What 20,000 games of online chess can tell us

Photo by Hassan Pasha on Unsplash

It’s well known among all chess aficionados, from the casual observer to the highest rated grandmasters, that the white pieces have the advantage over the black pieces before the game even starts. Why? Because white has control of the first move.

But white’s initial advantage can easily be ceded to black if the opening moves are inaccurate. This observation led me to pose 3 questions that I was curious to find the answers to:

  1. Do certain chess openings lead to white winning more often than black? Relatedly, if the game is rated, do the openings change significantly?
  2. Does time control affect the winner? Is there a bias towards white or black winner as the number of turns increases?
  3. Can we predict the winner based on multiple factors other than player rating? How does this compare to predictions based on player rating only?

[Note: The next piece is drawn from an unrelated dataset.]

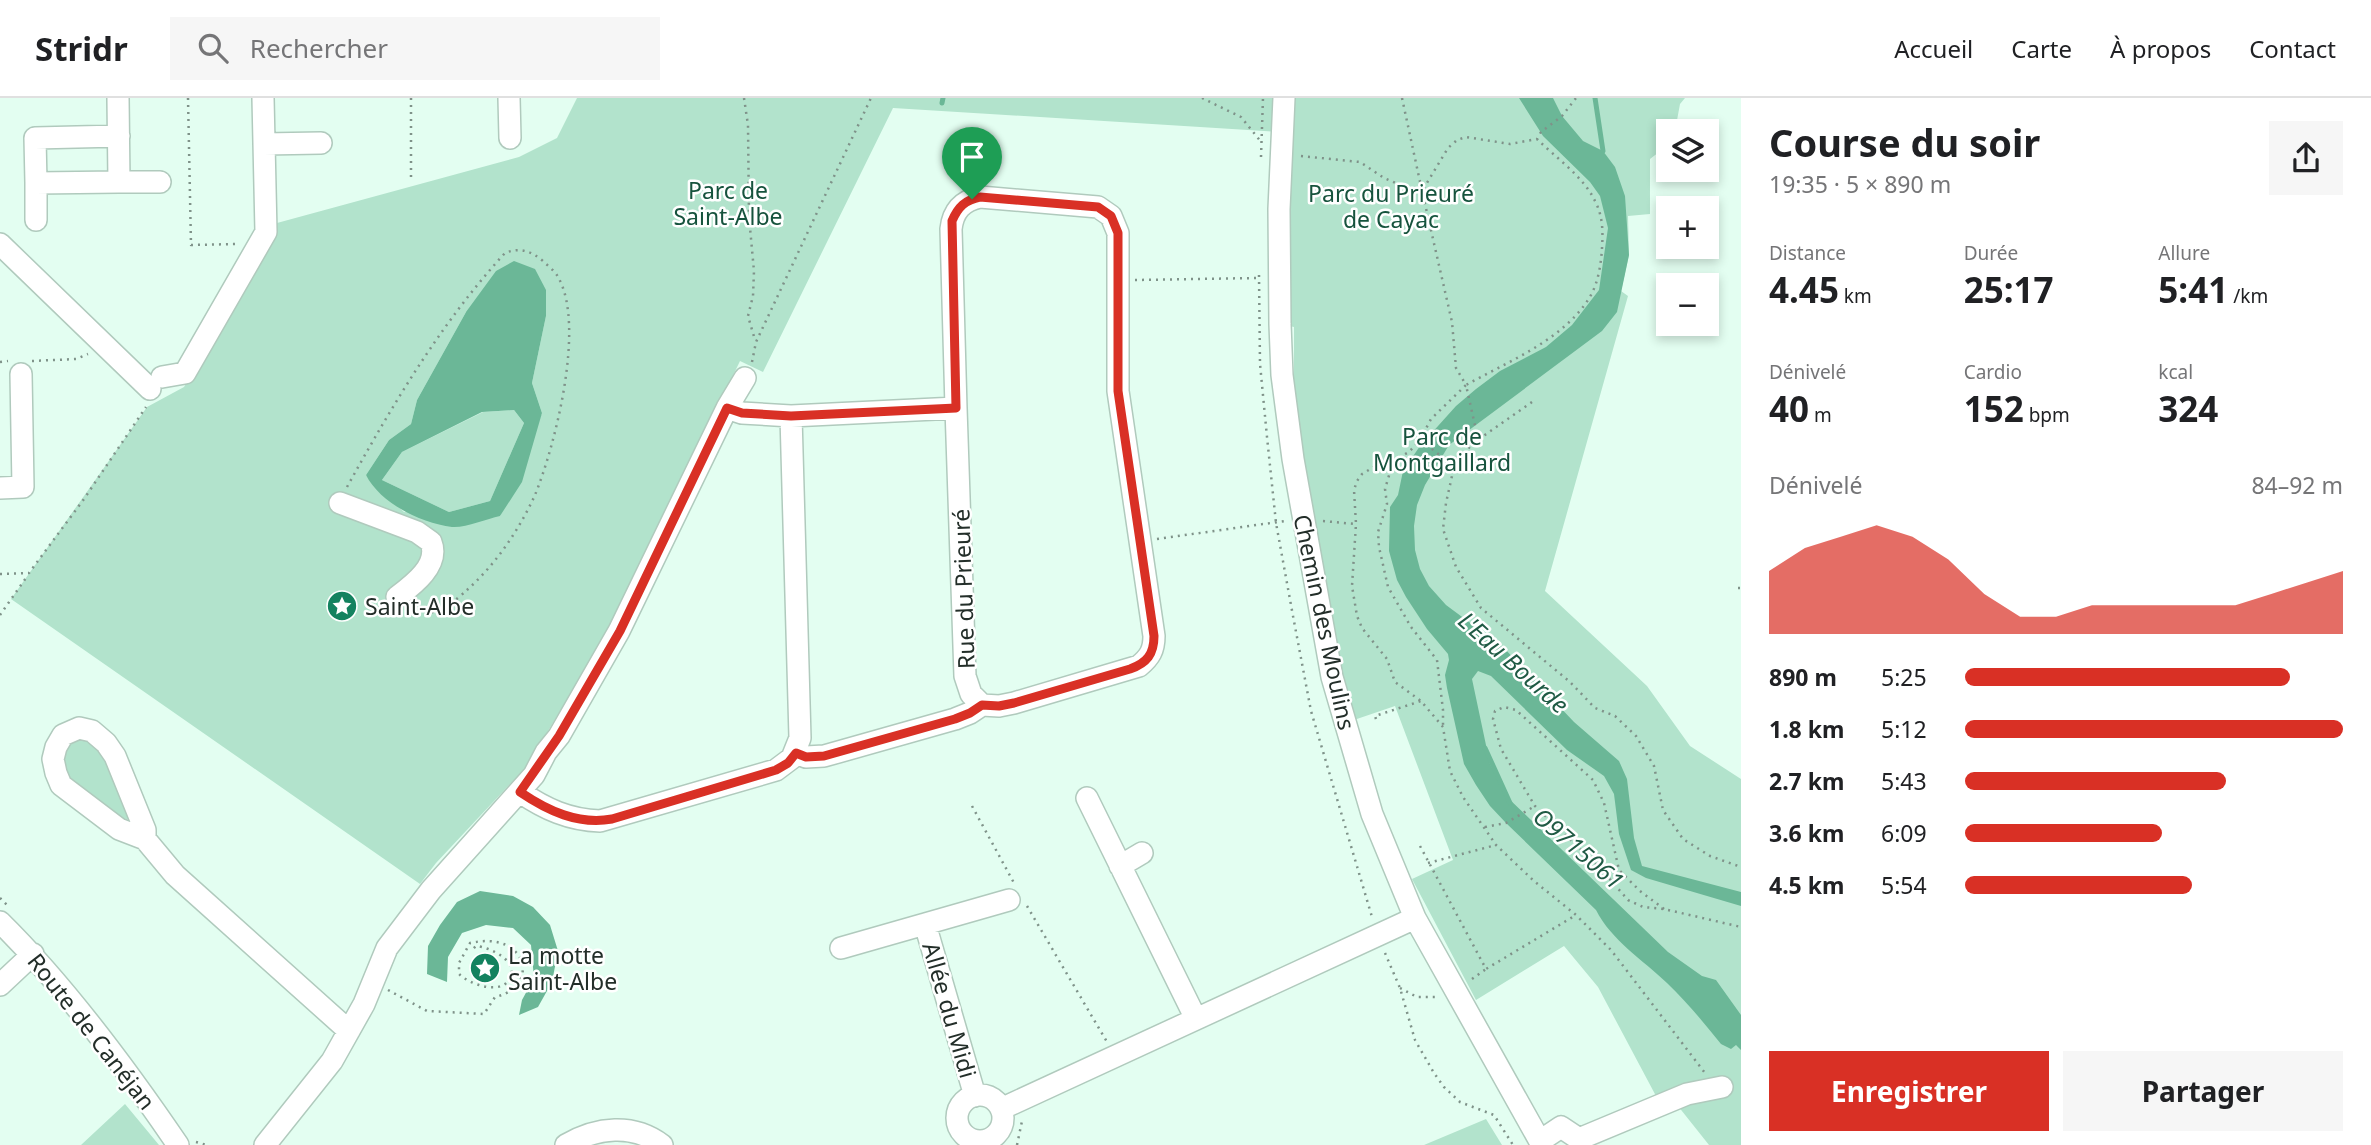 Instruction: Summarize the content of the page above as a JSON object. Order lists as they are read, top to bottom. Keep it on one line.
{"streets":{"street":["Rue du Prieuré","Chemin des Moulins","Allée du Midi","Route de Canéjan"]},"water":["L'Eau Bourde","O9715061"],"parks":["Parc de Saint-Albe","Parc du Prieuré de Cayac","Parc de Montgaillard"],"places":{"place":["Saint-Albe","La motte Saint-Albe"]},"page":{"header":"Stridr","search":"Rechercher","nav":["Accueil","Carte","À propos","Contact"],"heading":["Course du soir","19:35 · 5 × 890 m"],"map_buttons":["+","−"],"stats":[["Distance","4.45 km"],["Durée","25:17"],["Allure","5:41 /km"],["Dénivelé","40 m"],["Cardio","152 bpm"],["kcal","324"]],"chart":["Dénivelé","84–92 m"],"list":[{"name":"890 m","note":"5:25"},{"name":"1.8 km","note":"5:12"},{"name":"2.7 km","note":"5:43"},{"name":"3.6 km","note":"6:09"},{"name":"4.5 km","note":"5:54"}],"buttons":["Enregistrer","Partager"]}}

The dataset used was provided by Kaggle and contains 20,058 rated and unrated online chess games from Lichess, a free and open-source Internet chess server.

Exploratory Data Analysis

Before looking into how effective chess openings were, I checked to see that the distribution of player ratings for white and black were approximately the same across all games.

White Ratings Distribution (left) vs. Black Ratings Distribution (right)
Win Counts for White (blue bar) vs. Black (black bar)

The upper graphs above are histograms, separated into 15 bins, that show count vs ratings for white and black pieces. The lower graph shows the number of wins for each color. Because the histograms are similarly shaped and have similar magnitudes, combined with the fact that the difference in the number of wins is ~4% of the total number of games played, we can conclude that the dataset is relatively even for win proportion and rating distribution.

Which openings lead to more victories?

Among all games (rated and non-rated), which openings lead to more victories for each color? The graph below can help answer these questions.

Top 10 Openings for all games (Rated and Non-Rated)

The table above shows the top 10 openings used out of 1,453. Although these openings only accounted for 0.6% of openings used, they represent 13% and 12.8% of victories for white and black, respectively.

The top 3 openings leading to the most victories (for both rated and non-rated games) for white were:

  • Scandinavian Defense: Mieses-Kotroc Variation (+75)
  • Philidor Defense #3 (+60)
  • Queen’s Pawn (+46)

The top 3 openings leading to the most victories(for both rated and non-rated games) for black were:

  • Van’t Kruijs Opening (+100)
  • Sicilian Defense (+45)
  • Sicilian Defense: Bowdler Attack (+45)

(The numbers in parentheses show how many more victories were achieved over the opponent’s color).

Is there a bias in openings if the game is rated?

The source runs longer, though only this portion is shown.